[Problem statement]:
Copy each line below in which the string "middle" occurs.
[Data extract — start]
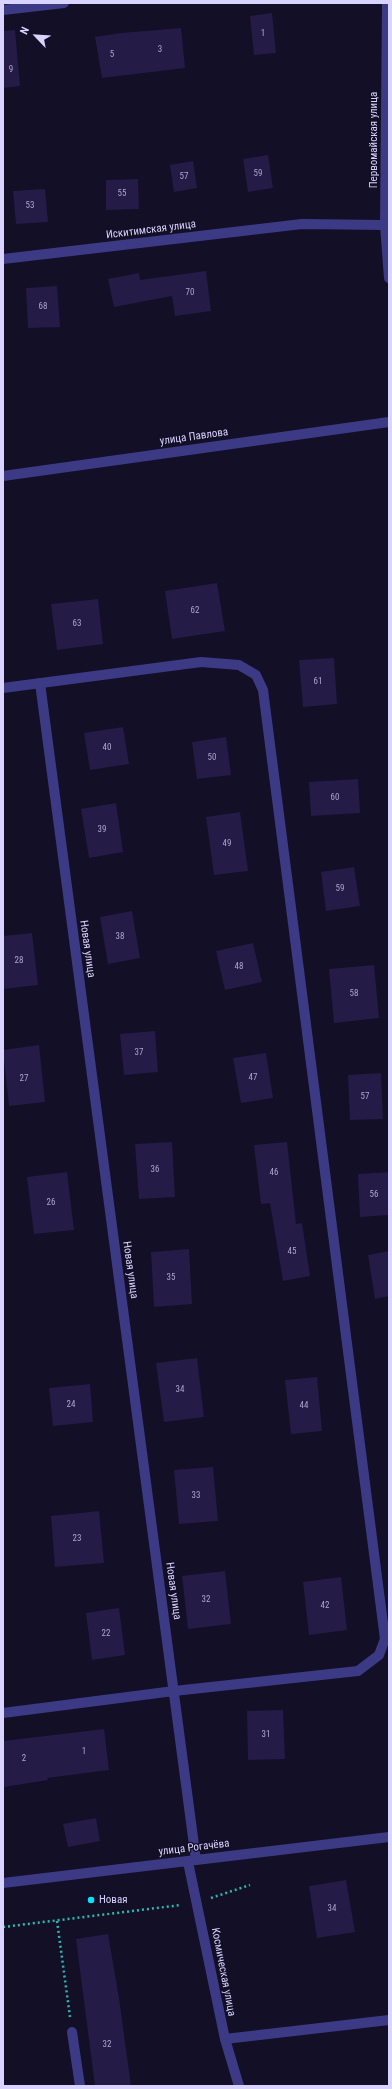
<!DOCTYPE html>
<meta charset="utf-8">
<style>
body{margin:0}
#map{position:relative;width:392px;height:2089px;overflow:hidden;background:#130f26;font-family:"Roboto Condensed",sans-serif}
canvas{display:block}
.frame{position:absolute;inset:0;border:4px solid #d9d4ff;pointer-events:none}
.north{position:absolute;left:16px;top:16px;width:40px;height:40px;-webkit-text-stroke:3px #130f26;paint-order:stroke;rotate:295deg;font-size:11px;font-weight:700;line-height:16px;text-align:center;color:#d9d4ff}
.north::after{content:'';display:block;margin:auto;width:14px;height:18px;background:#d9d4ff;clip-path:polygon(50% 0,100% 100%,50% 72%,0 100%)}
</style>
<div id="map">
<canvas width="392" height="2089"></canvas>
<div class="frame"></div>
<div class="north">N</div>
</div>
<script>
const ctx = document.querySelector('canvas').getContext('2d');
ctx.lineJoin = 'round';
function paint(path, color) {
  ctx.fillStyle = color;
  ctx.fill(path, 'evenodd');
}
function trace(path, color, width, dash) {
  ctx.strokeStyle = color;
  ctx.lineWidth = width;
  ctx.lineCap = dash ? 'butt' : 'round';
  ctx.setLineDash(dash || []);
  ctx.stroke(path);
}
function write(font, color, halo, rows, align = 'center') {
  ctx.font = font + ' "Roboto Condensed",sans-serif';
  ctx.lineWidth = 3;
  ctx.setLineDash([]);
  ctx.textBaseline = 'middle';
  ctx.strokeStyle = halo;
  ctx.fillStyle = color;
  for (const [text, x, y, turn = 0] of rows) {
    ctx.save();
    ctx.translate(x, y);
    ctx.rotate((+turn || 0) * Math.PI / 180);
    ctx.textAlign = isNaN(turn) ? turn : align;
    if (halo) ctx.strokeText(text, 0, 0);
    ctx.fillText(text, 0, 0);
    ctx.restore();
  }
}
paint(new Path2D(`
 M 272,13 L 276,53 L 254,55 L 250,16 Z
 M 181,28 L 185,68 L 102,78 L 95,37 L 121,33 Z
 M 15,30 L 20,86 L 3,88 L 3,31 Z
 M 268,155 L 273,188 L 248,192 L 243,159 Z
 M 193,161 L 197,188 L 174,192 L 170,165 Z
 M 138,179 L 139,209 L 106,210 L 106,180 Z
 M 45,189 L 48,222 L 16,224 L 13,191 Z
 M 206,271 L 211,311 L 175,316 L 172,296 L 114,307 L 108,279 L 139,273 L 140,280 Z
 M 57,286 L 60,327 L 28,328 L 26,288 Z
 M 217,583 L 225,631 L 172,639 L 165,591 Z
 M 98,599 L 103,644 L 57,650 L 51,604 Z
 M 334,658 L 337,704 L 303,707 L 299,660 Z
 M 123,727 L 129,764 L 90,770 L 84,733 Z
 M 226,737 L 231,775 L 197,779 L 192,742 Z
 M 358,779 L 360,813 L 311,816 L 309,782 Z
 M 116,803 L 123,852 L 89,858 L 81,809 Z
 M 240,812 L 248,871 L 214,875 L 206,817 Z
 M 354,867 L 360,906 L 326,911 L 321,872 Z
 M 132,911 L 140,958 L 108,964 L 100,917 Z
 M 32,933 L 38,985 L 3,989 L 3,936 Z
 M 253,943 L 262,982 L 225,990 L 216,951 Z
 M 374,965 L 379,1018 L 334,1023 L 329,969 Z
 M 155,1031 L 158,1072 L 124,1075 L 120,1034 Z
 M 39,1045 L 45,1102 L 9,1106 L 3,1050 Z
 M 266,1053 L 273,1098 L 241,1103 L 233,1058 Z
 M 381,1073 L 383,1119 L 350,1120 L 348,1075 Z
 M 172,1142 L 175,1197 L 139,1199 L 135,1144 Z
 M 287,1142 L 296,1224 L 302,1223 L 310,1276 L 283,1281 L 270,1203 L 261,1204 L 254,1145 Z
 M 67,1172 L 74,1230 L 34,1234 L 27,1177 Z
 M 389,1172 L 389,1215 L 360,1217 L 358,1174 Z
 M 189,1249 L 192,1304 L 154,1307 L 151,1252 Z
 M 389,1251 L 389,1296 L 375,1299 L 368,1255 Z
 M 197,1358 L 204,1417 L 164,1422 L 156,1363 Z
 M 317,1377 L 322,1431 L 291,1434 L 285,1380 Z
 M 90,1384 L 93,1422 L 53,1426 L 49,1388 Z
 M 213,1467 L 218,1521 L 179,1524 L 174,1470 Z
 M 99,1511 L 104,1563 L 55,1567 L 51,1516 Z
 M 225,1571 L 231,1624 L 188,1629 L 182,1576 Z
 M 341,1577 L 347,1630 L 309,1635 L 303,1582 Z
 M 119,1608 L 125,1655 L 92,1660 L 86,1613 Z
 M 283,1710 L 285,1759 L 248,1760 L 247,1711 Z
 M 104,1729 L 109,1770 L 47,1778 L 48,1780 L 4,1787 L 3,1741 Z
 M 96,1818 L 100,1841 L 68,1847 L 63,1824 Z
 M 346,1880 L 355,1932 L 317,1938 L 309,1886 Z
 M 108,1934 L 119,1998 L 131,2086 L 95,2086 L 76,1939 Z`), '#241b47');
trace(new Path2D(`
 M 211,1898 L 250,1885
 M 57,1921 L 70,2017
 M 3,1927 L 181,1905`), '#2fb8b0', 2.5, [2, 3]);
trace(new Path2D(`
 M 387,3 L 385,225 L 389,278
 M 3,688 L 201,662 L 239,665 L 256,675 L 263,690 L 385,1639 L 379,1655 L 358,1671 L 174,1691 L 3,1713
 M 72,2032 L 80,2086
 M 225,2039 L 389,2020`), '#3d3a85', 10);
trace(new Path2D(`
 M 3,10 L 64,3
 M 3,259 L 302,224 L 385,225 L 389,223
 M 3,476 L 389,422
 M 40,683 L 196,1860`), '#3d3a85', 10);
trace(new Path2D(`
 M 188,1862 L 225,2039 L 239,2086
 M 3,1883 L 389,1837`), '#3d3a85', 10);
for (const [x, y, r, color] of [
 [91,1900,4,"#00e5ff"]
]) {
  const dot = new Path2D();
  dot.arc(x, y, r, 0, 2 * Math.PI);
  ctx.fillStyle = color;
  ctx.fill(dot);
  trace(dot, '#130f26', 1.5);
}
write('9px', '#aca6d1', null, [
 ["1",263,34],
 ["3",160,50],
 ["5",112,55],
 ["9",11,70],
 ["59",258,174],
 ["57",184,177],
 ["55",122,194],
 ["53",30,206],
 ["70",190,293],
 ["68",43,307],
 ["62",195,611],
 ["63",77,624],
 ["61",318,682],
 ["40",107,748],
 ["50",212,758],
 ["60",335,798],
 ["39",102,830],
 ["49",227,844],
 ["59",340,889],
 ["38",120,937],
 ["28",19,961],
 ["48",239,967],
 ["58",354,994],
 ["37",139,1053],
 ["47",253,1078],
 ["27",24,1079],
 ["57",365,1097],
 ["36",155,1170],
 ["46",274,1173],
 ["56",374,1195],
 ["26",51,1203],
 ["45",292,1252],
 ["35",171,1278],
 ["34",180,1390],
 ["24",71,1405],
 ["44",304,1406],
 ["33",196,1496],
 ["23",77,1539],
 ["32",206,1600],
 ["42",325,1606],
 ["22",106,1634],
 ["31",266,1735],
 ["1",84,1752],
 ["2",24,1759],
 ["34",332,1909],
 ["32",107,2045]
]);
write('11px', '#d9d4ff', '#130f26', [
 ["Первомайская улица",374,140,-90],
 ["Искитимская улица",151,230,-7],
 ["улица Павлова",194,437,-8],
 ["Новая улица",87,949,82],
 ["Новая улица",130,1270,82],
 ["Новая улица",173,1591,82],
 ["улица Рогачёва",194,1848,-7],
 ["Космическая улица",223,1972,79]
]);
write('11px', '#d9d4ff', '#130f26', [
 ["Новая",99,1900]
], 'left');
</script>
[Data extract — finish]
[Data extract — start]
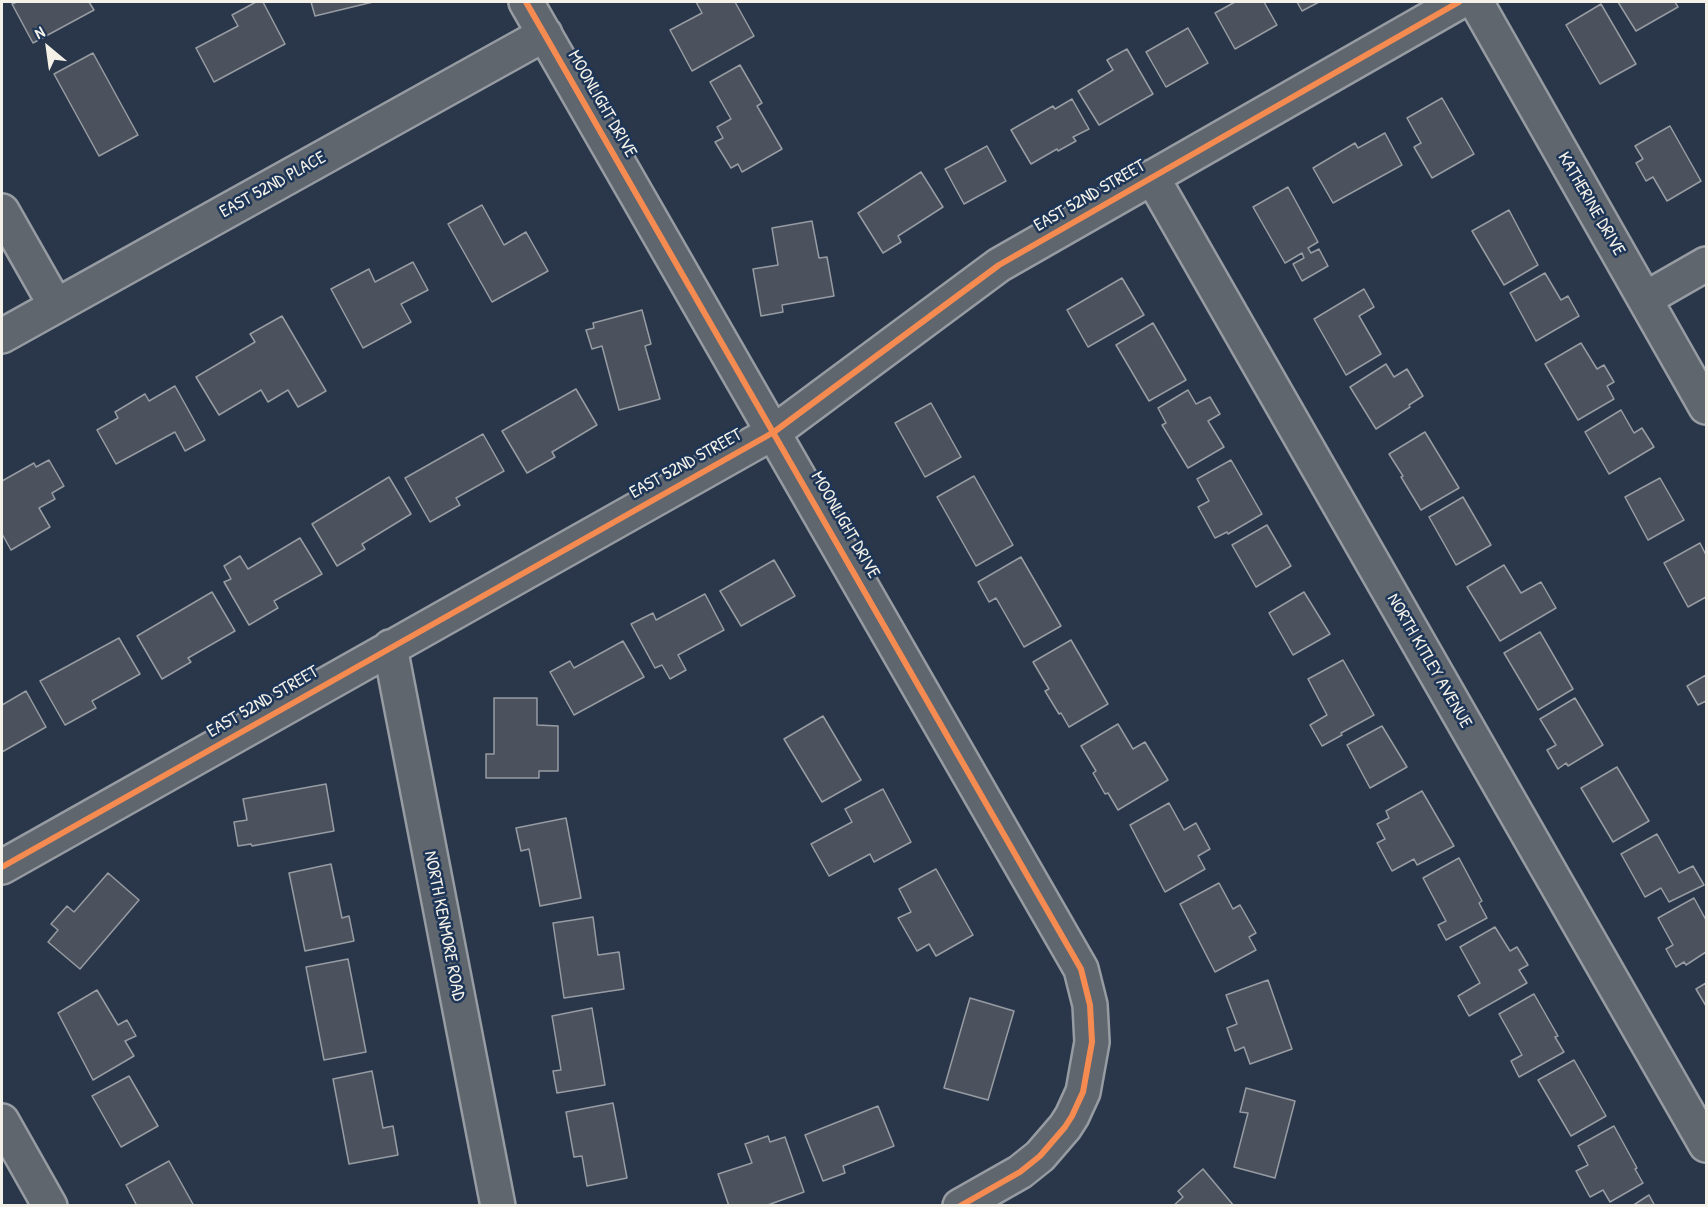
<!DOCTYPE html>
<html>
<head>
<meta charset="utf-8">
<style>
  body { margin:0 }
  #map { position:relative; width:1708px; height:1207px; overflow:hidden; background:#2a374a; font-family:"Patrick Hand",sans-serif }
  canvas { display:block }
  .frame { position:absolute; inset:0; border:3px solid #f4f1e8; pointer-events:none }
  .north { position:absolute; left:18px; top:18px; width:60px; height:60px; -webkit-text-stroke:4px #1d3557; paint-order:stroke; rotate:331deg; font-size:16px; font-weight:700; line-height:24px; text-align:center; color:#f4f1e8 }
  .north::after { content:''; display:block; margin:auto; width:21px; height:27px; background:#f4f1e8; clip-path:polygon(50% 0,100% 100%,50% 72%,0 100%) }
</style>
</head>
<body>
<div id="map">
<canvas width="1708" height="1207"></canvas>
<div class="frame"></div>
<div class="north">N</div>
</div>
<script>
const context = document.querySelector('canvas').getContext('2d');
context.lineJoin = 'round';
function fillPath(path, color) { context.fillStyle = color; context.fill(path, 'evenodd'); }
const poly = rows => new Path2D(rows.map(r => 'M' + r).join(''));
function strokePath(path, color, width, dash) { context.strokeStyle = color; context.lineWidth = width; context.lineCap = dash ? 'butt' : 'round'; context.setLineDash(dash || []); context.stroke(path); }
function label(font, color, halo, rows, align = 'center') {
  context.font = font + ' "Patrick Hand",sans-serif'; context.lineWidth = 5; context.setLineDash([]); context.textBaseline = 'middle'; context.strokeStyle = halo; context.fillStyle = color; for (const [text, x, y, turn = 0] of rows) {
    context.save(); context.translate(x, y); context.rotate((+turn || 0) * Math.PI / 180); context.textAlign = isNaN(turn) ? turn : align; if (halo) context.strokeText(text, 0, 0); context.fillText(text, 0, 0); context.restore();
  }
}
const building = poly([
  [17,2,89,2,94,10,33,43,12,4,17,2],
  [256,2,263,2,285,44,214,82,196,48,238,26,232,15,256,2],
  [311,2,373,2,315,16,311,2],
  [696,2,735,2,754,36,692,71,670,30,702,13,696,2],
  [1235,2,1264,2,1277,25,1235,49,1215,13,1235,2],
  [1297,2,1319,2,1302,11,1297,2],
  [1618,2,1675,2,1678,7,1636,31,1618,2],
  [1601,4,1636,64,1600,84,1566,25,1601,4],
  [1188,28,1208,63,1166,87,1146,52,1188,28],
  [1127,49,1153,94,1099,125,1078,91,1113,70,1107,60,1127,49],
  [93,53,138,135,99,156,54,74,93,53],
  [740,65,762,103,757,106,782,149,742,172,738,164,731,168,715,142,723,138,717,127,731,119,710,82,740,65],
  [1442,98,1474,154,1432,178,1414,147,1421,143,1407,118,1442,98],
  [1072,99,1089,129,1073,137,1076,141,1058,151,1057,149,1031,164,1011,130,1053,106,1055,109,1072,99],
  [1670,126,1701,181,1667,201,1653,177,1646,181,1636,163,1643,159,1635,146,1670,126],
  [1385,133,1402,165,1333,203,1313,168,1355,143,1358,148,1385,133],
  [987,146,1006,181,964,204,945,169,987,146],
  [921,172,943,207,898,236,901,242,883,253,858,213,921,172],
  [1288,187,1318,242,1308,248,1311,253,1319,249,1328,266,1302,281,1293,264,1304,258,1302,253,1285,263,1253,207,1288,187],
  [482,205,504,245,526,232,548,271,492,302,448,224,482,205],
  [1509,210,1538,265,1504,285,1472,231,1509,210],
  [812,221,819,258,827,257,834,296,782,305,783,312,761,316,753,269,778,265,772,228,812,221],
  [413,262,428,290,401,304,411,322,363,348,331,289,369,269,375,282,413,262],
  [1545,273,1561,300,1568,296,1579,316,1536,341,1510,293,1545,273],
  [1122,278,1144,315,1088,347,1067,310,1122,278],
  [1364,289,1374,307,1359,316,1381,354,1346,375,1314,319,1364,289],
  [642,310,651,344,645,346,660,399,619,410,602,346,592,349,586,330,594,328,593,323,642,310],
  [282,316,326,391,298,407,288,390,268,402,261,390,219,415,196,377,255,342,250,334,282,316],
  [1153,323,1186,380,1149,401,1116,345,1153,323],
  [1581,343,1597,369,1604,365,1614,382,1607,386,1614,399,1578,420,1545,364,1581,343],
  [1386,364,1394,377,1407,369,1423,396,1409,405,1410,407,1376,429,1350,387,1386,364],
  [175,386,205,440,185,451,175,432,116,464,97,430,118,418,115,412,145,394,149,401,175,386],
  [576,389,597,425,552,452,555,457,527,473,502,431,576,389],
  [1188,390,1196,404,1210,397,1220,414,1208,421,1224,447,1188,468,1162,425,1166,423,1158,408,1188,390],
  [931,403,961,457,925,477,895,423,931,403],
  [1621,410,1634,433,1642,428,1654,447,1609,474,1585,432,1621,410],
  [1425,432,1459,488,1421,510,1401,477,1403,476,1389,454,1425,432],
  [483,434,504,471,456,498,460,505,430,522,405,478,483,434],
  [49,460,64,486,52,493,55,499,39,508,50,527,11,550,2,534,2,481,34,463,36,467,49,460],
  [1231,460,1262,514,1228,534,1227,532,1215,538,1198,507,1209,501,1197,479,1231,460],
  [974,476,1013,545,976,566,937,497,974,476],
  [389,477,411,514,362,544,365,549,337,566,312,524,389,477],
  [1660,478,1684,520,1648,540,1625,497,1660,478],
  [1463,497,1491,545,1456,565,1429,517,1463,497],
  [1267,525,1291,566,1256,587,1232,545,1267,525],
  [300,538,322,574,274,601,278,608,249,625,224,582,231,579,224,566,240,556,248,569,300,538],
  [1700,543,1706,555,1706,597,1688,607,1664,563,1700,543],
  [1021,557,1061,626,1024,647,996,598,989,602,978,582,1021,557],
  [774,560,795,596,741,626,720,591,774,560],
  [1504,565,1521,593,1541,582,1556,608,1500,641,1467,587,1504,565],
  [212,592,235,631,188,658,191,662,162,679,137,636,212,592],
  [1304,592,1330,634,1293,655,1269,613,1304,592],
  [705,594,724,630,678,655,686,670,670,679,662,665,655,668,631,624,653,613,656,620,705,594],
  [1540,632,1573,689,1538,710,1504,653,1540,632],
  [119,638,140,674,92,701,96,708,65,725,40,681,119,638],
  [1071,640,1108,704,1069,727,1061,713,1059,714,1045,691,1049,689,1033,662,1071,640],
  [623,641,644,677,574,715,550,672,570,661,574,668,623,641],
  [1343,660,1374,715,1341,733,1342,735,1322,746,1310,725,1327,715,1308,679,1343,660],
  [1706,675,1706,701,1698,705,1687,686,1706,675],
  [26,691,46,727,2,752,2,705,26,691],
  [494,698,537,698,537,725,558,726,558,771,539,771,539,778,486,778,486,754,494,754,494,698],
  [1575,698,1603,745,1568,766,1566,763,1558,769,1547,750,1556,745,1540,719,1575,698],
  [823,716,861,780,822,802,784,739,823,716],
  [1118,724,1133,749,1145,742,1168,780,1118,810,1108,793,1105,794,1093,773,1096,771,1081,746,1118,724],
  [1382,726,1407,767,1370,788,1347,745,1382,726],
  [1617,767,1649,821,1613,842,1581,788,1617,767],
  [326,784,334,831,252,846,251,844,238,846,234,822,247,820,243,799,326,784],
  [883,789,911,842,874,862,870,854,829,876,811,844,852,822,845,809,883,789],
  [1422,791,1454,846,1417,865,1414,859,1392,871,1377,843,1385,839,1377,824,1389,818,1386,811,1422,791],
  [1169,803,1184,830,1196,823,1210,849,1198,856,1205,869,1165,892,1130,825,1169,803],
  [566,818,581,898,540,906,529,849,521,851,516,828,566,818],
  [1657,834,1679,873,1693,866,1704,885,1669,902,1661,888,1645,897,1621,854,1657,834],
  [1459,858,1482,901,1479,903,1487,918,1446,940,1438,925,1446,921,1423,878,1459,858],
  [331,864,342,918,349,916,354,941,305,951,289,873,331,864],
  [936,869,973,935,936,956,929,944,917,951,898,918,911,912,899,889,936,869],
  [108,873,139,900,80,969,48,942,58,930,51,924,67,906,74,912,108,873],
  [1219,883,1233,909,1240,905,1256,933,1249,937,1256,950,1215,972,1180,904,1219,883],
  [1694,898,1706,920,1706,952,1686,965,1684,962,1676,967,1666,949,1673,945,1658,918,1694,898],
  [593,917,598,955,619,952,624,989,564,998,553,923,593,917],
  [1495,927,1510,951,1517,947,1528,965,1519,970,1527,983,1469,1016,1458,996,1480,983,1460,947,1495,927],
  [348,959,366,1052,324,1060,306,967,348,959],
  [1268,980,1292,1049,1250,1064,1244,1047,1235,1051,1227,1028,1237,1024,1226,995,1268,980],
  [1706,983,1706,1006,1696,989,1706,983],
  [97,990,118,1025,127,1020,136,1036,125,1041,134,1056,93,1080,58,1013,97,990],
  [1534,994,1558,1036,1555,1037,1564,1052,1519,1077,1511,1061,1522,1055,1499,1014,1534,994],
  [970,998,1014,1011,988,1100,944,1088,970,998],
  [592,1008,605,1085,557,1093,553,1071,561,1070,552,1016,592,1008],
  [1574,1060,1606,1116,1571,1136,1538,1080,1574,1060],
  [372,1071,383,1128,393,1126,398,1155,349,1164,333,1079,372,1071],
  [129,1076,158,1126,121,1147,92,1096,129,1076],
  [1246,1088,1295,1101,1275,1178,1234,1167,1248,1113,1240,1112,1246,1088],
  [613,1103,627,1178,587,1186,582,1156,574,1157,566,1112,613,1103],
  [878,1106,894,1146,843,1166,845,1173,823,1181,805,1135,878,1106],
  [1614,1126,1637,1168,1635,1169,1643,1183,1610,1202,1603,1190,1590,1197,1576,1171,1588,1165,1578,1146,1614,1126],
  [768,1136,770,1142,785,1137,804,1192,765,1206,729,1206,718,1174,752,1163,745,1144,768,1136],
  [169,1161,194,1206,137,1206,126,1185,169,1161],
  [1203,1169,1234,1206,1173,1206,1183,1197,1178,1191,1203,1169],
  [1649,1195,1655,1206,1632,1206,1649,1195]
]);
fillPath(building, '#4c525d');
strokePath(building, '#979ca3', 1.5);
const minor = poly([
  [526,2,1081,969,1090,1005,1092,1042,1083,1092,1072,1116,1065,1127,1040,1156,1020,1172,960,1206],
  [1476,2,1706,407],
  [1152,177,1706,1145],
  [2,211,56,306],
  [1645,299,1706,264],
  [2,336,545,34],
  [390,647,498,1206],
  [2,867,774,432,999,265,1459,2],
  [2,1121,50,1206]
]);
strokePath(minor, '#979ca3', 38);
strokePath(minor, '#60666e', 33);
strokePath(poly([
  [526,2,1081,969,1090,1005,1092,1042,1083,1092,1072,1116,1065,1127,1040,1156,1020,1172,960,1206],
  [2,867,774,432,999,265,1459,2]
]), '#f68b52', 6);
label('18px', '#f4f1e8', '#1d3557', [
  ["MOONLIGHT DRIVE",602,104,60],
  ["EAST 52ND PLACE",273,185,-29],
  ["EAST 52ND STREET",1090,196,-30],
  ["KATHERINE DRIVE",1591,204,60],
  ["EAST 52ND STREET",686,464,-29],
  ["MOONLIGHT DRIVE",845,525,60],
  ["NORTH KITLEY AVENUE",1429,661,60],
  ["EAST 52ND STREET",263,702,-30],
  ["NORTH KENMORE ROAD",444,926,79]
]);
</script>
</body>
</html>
[Data extract — finish]
[Response below]:
  ctx.textBaseline = 'middle';
  context.font = font + ' "Patrick Hand",sans-serif'; context.lineWidth = 5; context.setLineDash([]); context.textBaseline = 'middle'; context.strokeStyle = halo; context.fillStyle = color; for (const [text, x, y, turn = 0] of rows) {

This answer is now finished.